▶ [Activity]: From the line with "min</h1><p>180 m ·" through the final line below, restate each line word for word and return nothing else.

*** Begin section ***

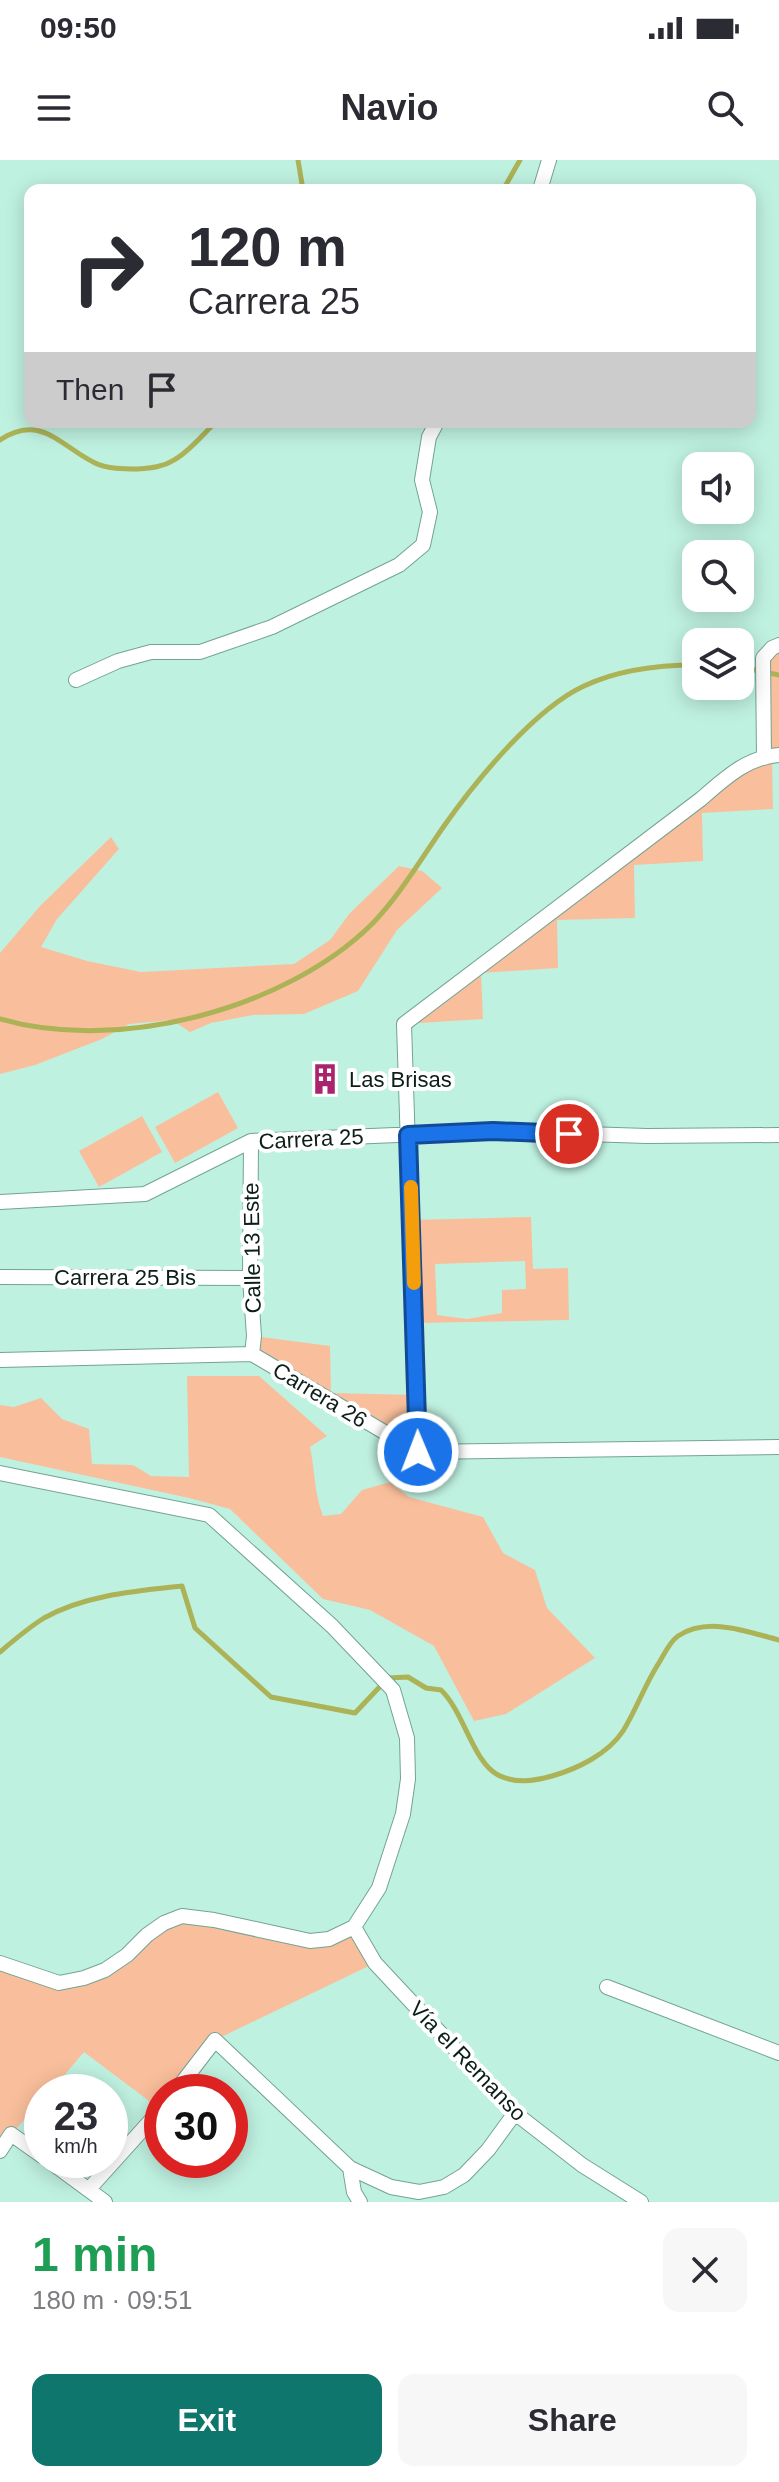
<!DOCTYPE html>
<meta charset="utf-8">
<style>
body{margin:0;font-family:Helvetica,sans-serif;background:#f7f7f7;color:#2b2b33;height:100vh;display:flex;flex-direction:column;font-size:30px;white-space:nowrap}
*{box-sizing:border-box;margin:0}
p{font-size:26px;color:#7c7c81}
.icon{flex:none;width:44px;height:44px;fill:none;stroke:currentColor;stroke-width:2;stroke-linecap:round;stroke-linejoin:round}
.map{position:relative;height:2042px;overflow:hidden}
.details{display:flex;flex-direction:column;background:#fff;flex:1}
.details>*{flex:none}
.banner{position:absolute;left:24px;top:24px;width:732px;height:244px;border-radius:16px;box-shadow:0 4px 20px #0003;background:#fff;color:#2b2b33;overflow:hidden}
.buttons{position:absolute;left:682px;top:292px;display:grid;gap:16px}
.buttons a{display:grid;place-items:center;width:72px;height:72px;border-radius:16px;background:#fff;box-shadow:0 4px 20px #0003;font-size:40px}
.speed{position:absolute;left:24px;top:1914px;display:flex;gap:16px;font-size:40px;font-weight:700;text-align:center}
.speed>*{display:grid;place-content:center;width:104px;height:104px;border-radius:50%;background:#fff;box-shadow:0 4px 20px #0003;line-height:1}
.speed small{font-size:20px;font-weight:400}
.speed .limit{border:12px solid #d22;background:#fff;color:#111}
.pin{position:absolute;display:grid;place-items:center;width:68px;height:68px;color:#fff;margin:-34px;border:4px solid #fff;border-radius:50%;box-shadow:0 2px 8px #0007}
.me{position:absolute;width:88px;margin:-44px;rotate:359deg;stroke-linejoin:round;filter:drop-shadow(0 0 6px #0008)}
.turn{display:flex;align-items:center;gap:28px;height:168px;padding:0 32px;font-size:36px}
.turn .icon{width:104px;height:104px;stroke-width:2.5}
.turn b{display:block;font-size:56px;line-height:68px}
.then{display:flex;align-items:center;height:76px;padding:0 32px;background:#0003;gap:16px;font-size:30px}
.round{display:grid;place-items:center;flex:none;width:84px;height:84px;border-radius:16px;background:#f7f7f7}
.summary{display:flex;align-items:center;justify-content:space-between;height:136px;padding:0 32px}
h1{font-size:48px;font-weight:700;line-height:60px;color:#1e9e55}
.cta{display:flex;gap:16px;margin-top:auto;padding:16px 32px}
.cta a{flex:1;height:92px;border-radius:16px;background:#0f766e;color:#fff;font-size:32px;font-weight:700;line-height:92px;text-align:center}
.cta a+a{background:#f7f7f7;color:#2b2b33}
.status{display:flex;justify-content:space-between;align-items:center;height:56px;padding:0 40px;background:#fff;direction:ltr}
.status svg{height:22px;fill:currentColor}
header{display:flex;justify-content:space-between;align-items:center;height:104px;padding:0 32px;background:#fff;font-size:36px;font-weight:700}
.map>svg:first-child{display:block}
.green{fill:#f9bf9c;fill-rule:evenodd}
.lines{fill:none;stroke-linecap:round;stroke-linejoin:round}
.stream{stroke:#acb256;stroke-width:5}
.minor-casing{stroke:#73a394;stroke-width:16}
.minor{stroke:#fff;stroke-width:14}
.route-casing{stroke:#114b97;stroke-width:20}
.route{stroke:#1a73e8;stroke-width:14}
.slow{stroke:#f59e0b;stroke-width:14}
.labels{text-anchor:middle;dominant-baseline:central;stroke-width:8;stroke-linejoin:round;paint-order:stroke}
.poi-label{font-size:22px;fill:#0b1e18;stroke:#fff;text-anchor:start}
.street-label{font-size:22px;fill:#0b1e18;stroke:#fff}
</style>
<div class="status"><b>09:50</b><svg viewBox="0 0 49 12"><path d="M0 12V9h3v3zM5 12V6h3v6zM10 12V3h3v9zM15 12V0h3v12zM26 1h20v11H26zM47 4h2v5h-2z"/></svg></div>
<header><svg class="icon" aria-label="menu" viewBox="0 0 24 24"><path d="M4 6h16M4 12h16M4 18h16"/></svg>Navio<svg class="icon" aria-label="search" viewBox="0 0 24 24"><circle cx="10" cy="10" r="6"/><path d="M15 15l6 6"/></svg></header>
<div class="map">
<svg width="779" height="2042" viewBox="0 0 779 2042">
<rect width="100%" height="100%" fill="#bff1e1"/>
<path class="green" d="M779,485v110l-7,1 1,53 -71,4 1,48 -69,4 1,53 -78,2 1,48 -77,5 2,46 -79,5 360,-266 -1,-100z
M111,677l8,12 -62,70 -16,28 46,14 54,11 153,-8 36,-24 20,-27 49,-47 23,5 20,17 -45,42 -39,61 -54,23 -51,1 -42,8 -21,9 -18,-12 -43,4 -27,15 -67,26 -35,9v-121l40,-47z
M218,932l20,36 -63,35 -20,-36z
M142,956l20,36 -63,35 -20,-36z
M531,1057l2,52 35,-1 1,52 -154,3 -3,-103zM525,1101l1,28 -24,1v23l-35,6 -30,-4 -2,-51z
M254,1176l76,10 1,47 85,2 2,57 -156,-91z
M187,1216h72l68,60 -17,11c5,23 4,46 13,69l18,-2 21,-24 28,-8 19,15 74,20 20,36 32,17 12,38 48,50 -89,56 -32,7 -40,-75 -64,-36 -47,-11 -93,-90 -41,-11 -189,-41v-52l14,2 27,-9 21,21 27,10 3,35 41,1 18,11 38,1z
M182,1756l128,25 44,-14 21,36 -160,77 -40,52h-13l-1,18 -77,-58 -34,40h-8v9l-31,33 -11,17v-188l59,20 25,-5z"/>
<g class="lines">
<path class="stream" d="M298,0l5,30
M503,30l17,-30
M0,280c41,-27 60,6 95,23 13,6 29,6 43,6 13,-1 25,-2 36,-9 16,-9 29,-26 42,-38
M740,507l39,8
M0,859c117,34 285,-9 372,-95 28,-29 49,-65 72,-98 31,-44 90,-117 140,-140 34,-16 75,-21 112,-21
M0,1492c14,-12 28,-24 44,-34 41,-23 92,-27 138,-32l13,42 76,69 84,16 33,-35 20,-1 18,11 15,2c23,22 32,72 57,85 18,9 36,6 54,1 25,-7 56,-22 71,-45 13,-21 21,-44 34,-65 6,-9 12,-24 21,-30 30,-20 70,-4 101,4"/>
<defs>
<path id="minor" d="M540,30l9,-30
M76,520l42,-19 33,-9h49l72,-25 127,-62 24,-20 7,-33 -8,-32 7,-43 8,-15
M764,598l-1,-100 9,-10 7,-3
M251,981l-1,137 4,58 -2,18
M0,1042l145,-8 106,-53 242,-10 154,5 132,-1
M0,1117l250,1
M0,1200l252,-6 166,98 361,-5
M418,1292l-14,-428 297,-225c23,-20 46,-42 78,-44
M0,1313l209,42 123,111 61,64 14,48 1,41 -5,35 -24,74 -25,39 -25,12 -19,2 -96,-21 -32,-4 -18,7 -17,12 -20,20 -22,15 -21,8 -25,5 -59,-20
M354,1767l21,36 140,150 67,52 59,37
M607,1827l172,66
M175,1932l40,-52 135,128 41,19 28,5 25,-5 20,-12 24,-25 27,-37
M0,1991l11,-17 31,22
M48,2000l57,42
M350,2008l4,24 6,10
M89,2029l73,-81"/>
</defs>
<use href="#minor" class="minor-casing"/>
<use href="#minor" class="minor"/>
</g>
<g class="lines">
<defs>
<path id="route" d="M418,1292l-10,-317 85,-4 76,3"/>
</defs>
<use href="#route" class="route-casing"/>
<use href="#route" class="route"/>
<path class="slow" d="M411,1027l3,96"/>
</g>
<defs>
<symbol id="building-bare" viewBox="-9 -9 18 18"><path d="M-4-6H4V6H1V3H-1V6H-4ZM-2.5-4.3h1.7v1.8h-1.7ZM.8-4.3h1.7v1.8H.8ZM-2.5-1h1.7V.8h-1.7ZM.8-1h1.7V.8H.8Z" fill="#aa246d" stroke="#fff" stroke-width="2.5" paint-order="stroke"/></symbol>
</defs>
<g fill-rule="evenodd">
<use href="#building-bare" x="303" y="897" width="44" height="44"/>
</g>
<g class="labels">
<g class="poi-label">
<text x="349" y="919">Las Brisas</text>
</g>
<g class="street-label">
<text transform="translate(311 979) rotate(-3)">Carrera 25</text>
<text transform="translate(252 1088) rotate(-91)">Calle 13 Este</text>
<text x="125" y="1117">Carrera 25 Bis</text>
<text transform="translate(320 1235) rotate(31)">Carrera 26</text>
<text transform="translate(468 1901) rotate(46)">Vía el Remanso</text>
</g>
</g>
</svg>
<div class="buttons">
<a><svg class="icon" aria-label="sound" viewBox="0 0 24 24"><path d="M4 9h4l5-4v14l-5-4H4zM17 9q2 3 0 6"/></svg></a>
<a><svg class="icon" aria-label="search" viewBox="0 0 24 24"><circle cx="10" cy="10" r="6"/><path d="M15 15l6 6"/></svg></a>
<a><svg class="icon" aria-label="layers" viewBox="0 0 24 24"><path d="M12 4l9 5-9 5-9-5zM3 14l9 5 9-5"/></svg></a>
</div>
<div class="speed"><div>23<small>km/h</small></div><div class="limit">30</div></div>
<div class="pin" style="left:569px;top:974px;background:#d93025"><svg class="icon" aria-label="arrive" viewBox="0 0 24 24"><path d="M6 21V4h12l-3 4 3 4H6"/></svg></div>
<svg class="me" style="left:418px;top:1292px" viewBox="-20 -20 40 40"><circle r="17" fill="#1a73e8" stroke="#fff" stroke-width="3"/><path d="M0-11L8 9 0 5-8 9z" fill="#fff"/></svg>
<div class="banner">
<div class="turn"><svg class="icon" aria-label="right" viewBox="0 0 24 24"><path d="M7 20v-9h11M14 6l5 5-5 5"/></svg><div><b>120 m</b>Carrera 25</div></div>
<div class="then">Then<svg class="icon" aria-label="arrive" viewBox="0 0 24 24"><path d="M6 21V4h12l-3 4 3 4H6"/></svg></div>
</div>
</div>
<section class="details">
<div class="summary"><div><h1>1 min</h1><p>180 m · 09:51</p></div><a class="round"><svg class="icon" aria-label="close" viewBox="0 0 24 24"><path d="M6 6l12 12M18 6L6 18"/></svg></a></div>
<div class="cta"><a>Exit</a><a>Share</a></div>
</section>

*** End section ***

▶ [Response to this task]:
<div class="summary"><div><h1>1 min</h1><p>180 m · 09:51</p></div><a class="round"><svg class="icon" aria-label="close" viewBox="0 0 24 24"><path d="M6 6l12 12M18 6L6 18"/></svg></a></div>
<div class="cta"><a>Exit</a><a>Share</a></div>
</section>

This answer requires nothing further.